All these approaches identify databases by means of extremely sensitive or valuable data, and take care by providing extra protection, encryption and monitoring around them. Implementing these approaches within your organisation, you will be capable of protecting all essential systems as well as assets from the attack. You can even authorise the access to infrastructure and data.
Extend security to the device:
Shoulder-to-shoulder with access limitation, your data calls for the variable levels of protection. Organisations holding sensitive data should be protected by making use of encryption along with the additional monitoring. Encryption can provide you relief from the interference problems caused by illegal users. In the same manner, personal devices that are used for accessing cloud data should bring forth the corporate data isolation. These devices should make full use of Patch Management Software that keep programs up-to-date and scan all mobile applications from any kind of vulnerabilities.
Add intelligence to network protection:
Network protection devices should have the ability to deliver additional control analytics and have an insight control through which the check can be made on which users are accessing what content and applications. This will serve as a helping hand in assembling the intelligence that is required to see patterns even in the chaos.
Adding intelligence to network mitigates the risks with real-time situation awareness of network activity and critical transparency to allay fears of potential customers. You can protect network by hardening network security to restrict data leakage or data theft. You can also audit trails of all network transaction — communication and content — related to a customer’s account, assuming compliance to regulation and standards.

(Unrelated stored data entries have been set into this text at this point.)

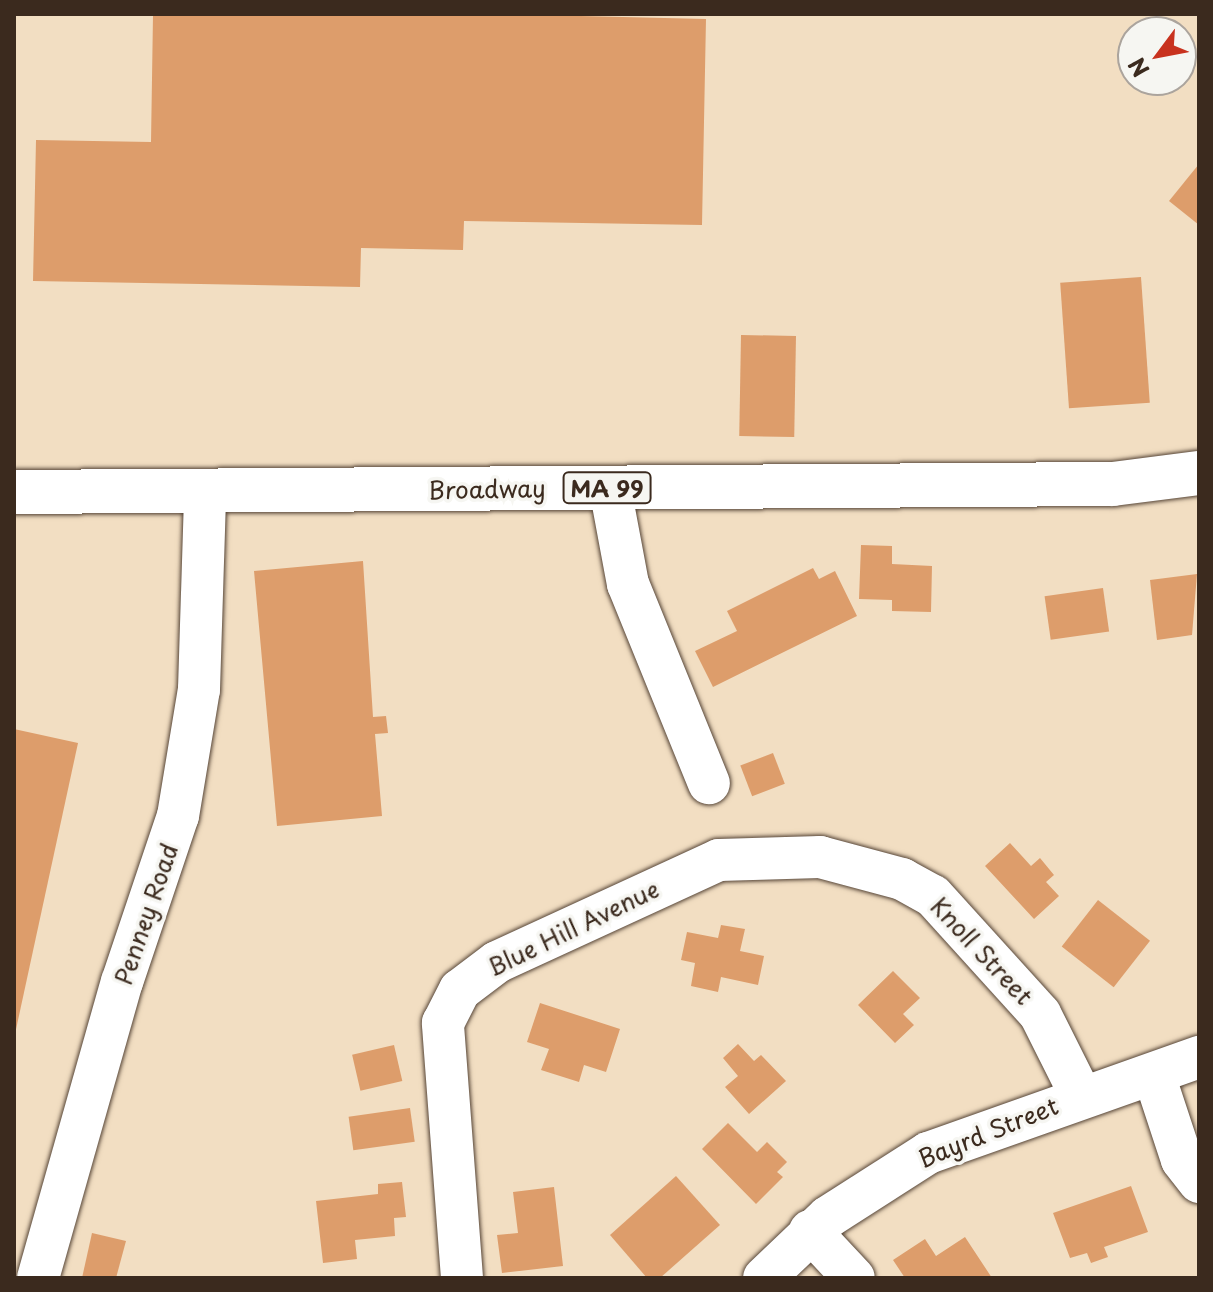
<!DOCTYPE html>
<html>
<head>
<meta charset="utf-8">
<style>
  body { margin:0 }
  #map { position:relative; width:1213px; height:1292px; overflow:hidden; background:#f2dec2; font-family:"Playpen Sans",sans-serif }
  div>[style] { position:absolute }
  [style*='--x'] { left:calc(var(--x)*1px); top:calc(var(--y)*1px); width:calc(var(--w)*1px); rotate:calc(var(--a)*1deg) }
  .building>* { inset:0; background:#dd9d6b; transform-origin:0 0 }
  .roads { filter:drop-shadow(0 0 2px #564537) drop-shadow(0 0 2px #564537) }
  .minor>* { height:42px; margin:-21px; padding:0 21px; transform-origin:21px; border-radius:21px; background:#fff }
  .major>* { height:44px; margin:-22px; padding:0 22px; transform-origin:22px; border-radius:22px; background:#fff }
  span { translate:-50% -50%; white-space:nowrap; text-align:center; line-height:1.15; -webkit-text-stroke:7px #f6f6f2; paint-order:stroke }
  .shield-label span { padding:2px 6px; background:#f6f6f2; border:2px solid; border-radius:6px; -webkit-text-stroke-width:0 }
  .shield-label { font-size:22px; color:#3b2a1e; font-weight:700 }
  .street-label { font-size:24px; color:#3b2a1e }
  .frame { position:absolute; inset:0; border:16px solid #3b2a1e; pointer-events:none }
  .north { position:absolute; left:1117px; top:16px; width:80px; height:80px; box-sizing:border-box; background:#f6f6f2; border:2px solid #aba49d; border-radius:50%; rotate:238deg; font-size:22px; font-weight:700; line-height:32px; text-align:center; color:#3b2a1e }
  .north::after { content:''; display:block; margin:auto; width:28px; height:36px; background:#c8321e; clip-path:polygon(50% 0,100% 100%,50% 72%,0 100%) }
</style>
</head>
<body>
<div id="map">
  <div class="building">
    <div style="clip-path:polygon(498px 14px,706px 19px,702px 225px,464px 221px,463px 250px,361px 248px,360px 287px,33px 281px,36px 140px,151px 142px,153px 15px)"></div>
    <div style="clip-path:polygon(1199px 164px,1199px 225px,1169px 201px)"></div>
    <div style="left:1141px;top:277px;width:126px;height:81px;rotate:86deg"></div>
    <div style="left:741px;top:335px;width:55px;height:101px;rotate:1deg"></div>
    <div style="clip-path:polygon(861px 545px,892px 546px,892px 564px,932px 566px,931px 612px,892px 611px,892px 600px,859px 599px)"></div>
    <div style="clip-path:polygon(363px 561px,373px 717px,386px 716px,388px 733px,375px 734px,382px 816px,277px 826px,254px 571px)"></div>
    <div style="clip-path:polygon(813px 568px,819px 579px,835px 571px,857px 616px,713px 687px,695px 651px,737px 631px,727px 611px)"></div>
    <div style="clip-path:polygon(1197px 574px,1192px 635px,1157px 640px,1150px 580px)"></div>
    <div style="left:1103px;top:588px;width:44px;height:59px;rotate:82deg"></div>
    <div style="clip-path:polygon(14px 729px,78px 743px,15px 1034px,14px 1034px)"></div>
    <div style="left:773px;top:753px;width:33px;height:35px;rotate:69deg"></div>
    <div style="clip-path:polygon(1010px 843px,1031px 866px,1040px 858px,1054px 875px,1046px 882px,1059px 896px,1034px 919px,985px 866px)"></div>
    <div style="left:1098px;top:900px;width:66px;height:59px;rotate:38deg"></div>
    <div style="clip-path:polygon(721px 925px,745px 929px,740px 951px,764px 956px,758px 985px,721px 977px,718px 992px,691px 986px,695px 963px,681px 960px,687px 932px,718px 938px)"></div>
    <div style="clip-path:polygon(893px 971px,920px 998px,903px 1014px,914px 1025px,895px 1043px,858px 1005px)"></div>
    <div style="clip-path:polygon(540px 1003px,620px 1029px,606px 1072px,584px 1065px,579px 1082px,541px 1070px,549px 1049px,527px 1042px)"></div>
    <div style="clip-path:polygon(738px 1044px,754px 1061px,761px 1055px,786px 1081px,749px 1114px,725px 1087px,738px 1076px,723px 1058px)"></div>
    <div style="left:394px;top:1045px;width:37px;height:43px;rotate:77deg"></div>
    <div style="left:410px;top:1108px;width:34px;height:62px;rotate:82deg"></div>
    <div style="clip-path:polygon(728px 1123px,757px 1152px,767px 1142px,787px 1162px,777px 1172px,783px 1177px,756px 1204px,702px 1149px)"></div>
    <div style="clip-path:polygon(676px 1176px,720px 1225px,660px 1278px,647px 1278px,610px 1235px)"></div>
    <div style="clip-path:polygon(402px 1182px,406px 1217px,394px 1218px,395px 1236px,355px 1240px,357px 1259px,323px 1263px,316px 1201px,378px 1194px,378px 1184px)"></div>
    <div style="clip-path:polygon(1131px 1186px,1148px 1232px,1104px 1247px,1108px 1257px,1091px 1263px,1087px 1253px,1070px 1258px,1053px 1213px)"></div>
    <div style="clip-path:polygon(554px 1187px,563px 1266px,502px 1273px,497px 1235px,518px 1233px,513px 1192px)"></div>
    <div style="clip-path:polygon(92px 1233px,126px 1241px,116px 1278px,82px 1278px)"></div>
    <div style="clip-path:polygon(965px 1237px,992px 1278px,905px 1278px,893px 1260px,925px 1239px,936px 1256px)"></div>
  </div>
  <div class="roads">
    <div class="minor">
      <div style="--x:610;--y:488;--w:98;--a:79.4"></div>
      <div style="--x:628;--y:584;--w:215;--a:67.9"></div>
      <div style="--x:1154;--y:1075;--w:89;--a:71.8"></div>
      <div style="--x:1182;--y:1160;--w:28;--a:52"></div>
      <div style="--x:810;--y:1231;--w:64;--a:46.9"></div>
      <div style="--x:38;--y:1278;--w:308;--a:-74.2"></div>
      <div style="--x:122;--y:982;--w:175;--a:-71.4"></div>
      <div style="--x:178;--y:816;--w:129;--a:-80.6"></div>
      <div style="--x:199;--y:689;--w:196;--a:-88.2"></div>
      <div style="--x:462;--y:1278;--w:256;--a:-94.3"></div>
      <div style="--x:443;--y:1023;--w:37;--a:-63"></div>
      <div style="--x:460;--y:990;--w:46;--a:-37.1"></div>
      <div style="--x:497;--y:962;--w:244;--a:-24.7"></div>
      <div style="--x:719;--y:860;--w:101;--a:-1.7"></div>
      <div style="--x:820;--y:857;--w:85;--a:15"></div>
      <div style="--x:902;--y:879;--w:35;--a:29"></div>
      <div style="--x:933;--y:896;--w:159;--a:47.8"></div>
      <div style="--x:1040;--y:1014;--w:92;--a:63.4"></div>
      <div style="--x:764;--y:1278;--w:88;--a:-43.6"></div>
      <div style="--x:828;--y:1217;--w:119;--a:-32.6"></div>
      <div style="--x:928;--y:1153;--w:288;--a:-19.5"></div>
    </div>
    <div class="major">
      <div style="--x:14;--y:492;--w:1099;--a:-0.42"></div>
      <div style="--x:1113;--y:484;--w:87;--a:-7.3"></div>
    </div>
  </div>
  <div class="shield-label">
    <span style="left:607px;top:488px">MA 99</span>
  </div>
  <div class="street-label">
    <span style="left:487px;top:489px;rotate:-1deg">Broadway</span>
    <span style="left:146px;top:914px;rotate:-71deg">Penney Road</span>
    <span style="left:573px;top:928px;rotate:-26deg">Blue Hill Avenue</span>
    <span style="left:982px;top:951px;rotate:47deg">Knoll Street</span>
    <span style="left:988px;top:1132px;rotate:-22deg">Bayrd Street</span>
  </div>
  <div class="frame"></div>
  <div class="north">N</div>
</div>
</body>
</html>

Establish ability to see through the cloud:
Security devices, like those used for verifying users IDs and passwords, for acquiring security data to create audit trail are needed for monitoring compliance and forensic investigation. The basic idea behind all is to find out essential and meaningful signals regarding a possible attack or security risk in the briny deep sea of data points.
Adding a security intelligence layer i.e., layer of advanced analytics helps in bringing about all of security data together. This helps in providing a real-time visibility into both the data centre as well as the cloud infrastructure.
Along with the above mentioned approaches, there are many others that a business can take into consideration in order to strengthen their data protection policy. Regular evaluation of your business security policies will ensure you are not leaving an “open door” for hackers to enter. Security plays a vital role in cloud deployments. By following these approaches, an organisation can be managed more efficiently, for these will completely protect data as well as devices in the cloud.